Recién el 14 de febrero de 1969 el calendario romano incluyó al día de San Valentín en la lista de fiestas oficiales. Para ese entonces ya habían pasado 56 años desde que Rodolfo Alfonso Raffaello Filiberto Guglielmi nacido en Castellaneta, Italia, llegara a Nueva York convertido en Rodolfo Valentino, Rudy, el Sheik, el primer seductor del cine, aquel sitio que los novios usaban para acariciarse en la penumbra de las butacas o para soñar en la pantalla. Y habían pasado también algunas décadas (cuatro, en verdad) del día en queAl Capone y Frank NItti decidieron eliminar a su competidor George Bugs Morán en la Matanza de San Valentín.

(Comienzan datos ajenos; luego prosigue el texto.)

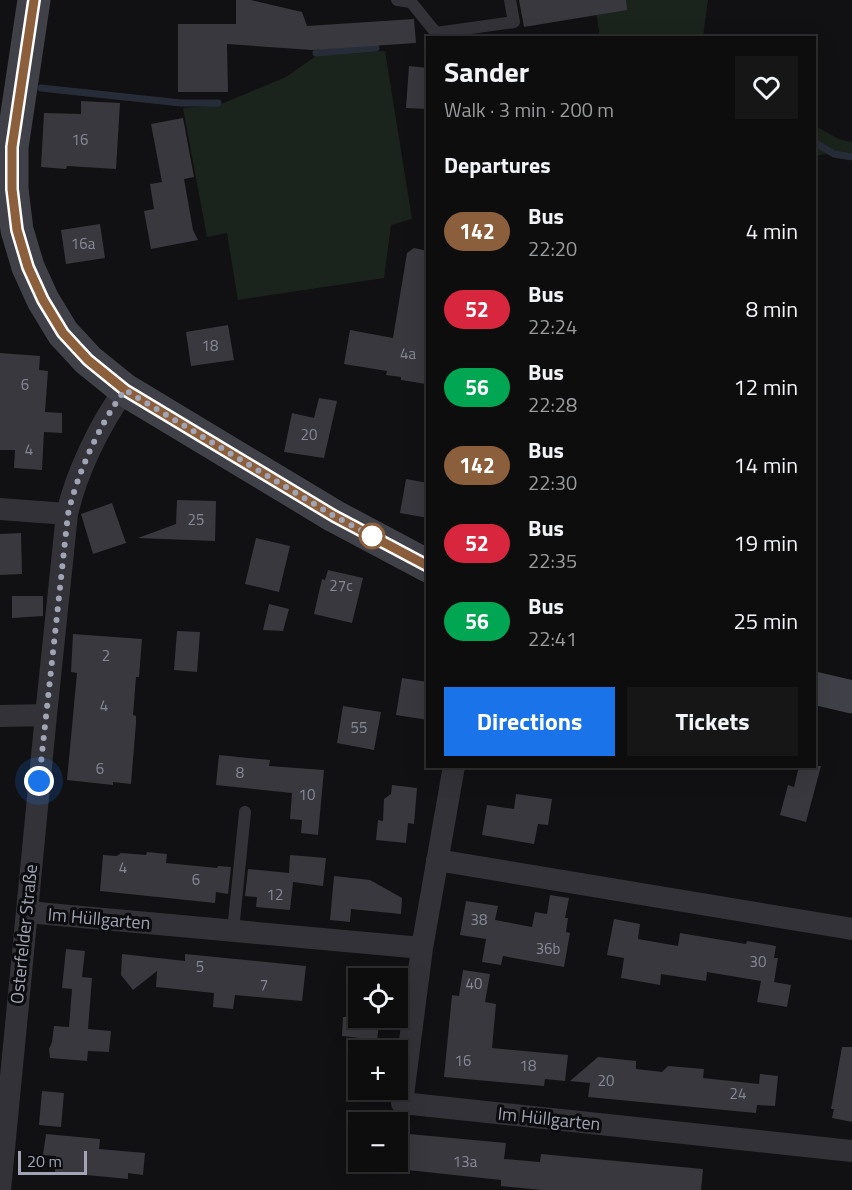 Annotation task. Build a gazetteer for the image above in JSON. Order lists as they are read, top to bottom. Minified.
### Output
{"streets":{"street":["Im Hüllgarten","Osterfelder Straße"]},"crossings":[["Im Hüllgarten","Osterfelder Straße"]],"lines":["bus line 142"],"house_numbers":["16","16a","18","4a","6","20","4","25","27c","2","4","55","6","8","10","4","6","12","38","36b","30","5","40","7","16","18","20","24","13a"],"scale_bar":"20 m","page":{"heading":[["Sander","Walk · 3 min · 200 m"],"Departures"],"list":[{"mark":"142","name":"Bus","note":"22:20","value":"4 min"},{"mark":"52","name":"Bus","note":"22:24","value":"8 min"},{"mark":"56","name":"Bus","note":"22:28","value":"12 min"},{"mark":"142","name":"Bus","note":"22:30","value":"14 min"},{"mark":"52","name":"Bus","note":"22:35","value":"19 min"},{"mark":"56","name":"Bus","note":"22:41","value":"25 min"}],"buttons":["Directions","Tickets"],"map_buttons":["+","−"],"scale":"20 m"}} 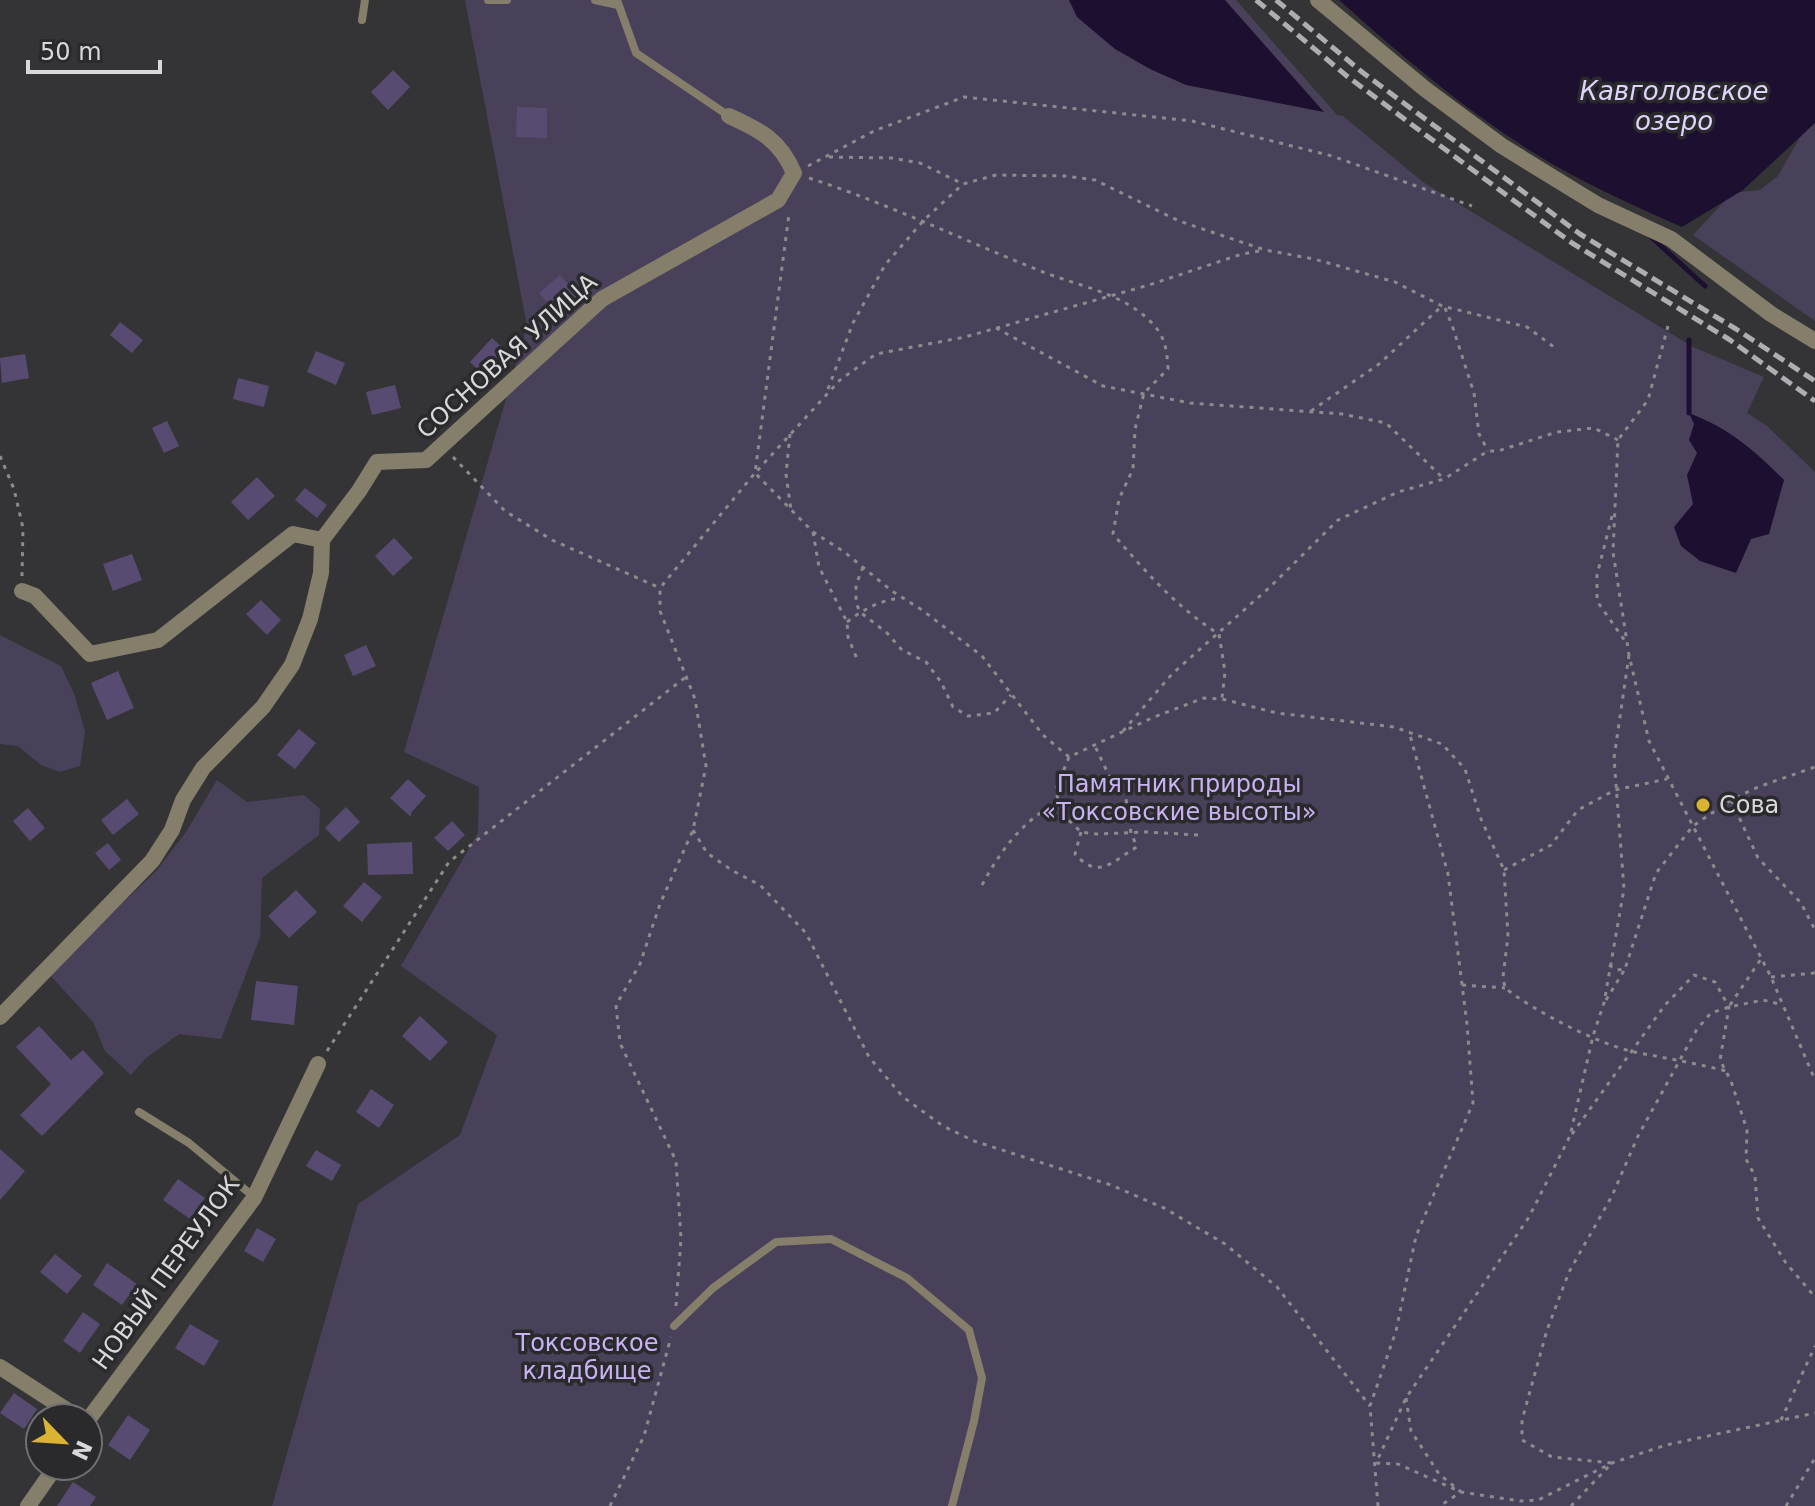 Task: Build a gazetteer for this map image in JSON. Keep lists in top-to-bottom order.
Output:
{
  "streets": {
    "street": ["СОСНОВАЯ УЛИЦА", "НОВЫЙ ПЕРЕУЛОК"]
  },
  "water": ["Кавголовское озеро"],
  "parks": ["Памятник природы «Токсовские высоты»", "Токсовское кладбище"],
  "places": ["Сова"],
  "scale_bar": "50 m",
  "north": "bottom right"
}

Desde entonces, aquel mártir cristiano que amaba el amor consagrándolo en secreto sufre la letanía del merchandising: para citar sólo un ejemplo, 750 millones de dólares se gastarán esta semana en España durante los festejos de San Valentín. Al sur del mundo esta fiesta llega un poco tarde, mezclada en el viento que atrajo a las relaciones carnales, Halloween y las series de humor liviano.
El día justo para que nosotros, los vergonzosos, tengamos la valentía de reconocer que tener novia no es una propiedad del diccionario, ni de las generaciones, sino del corazón. Valentía, después de todo, también debe provenir de Valentín.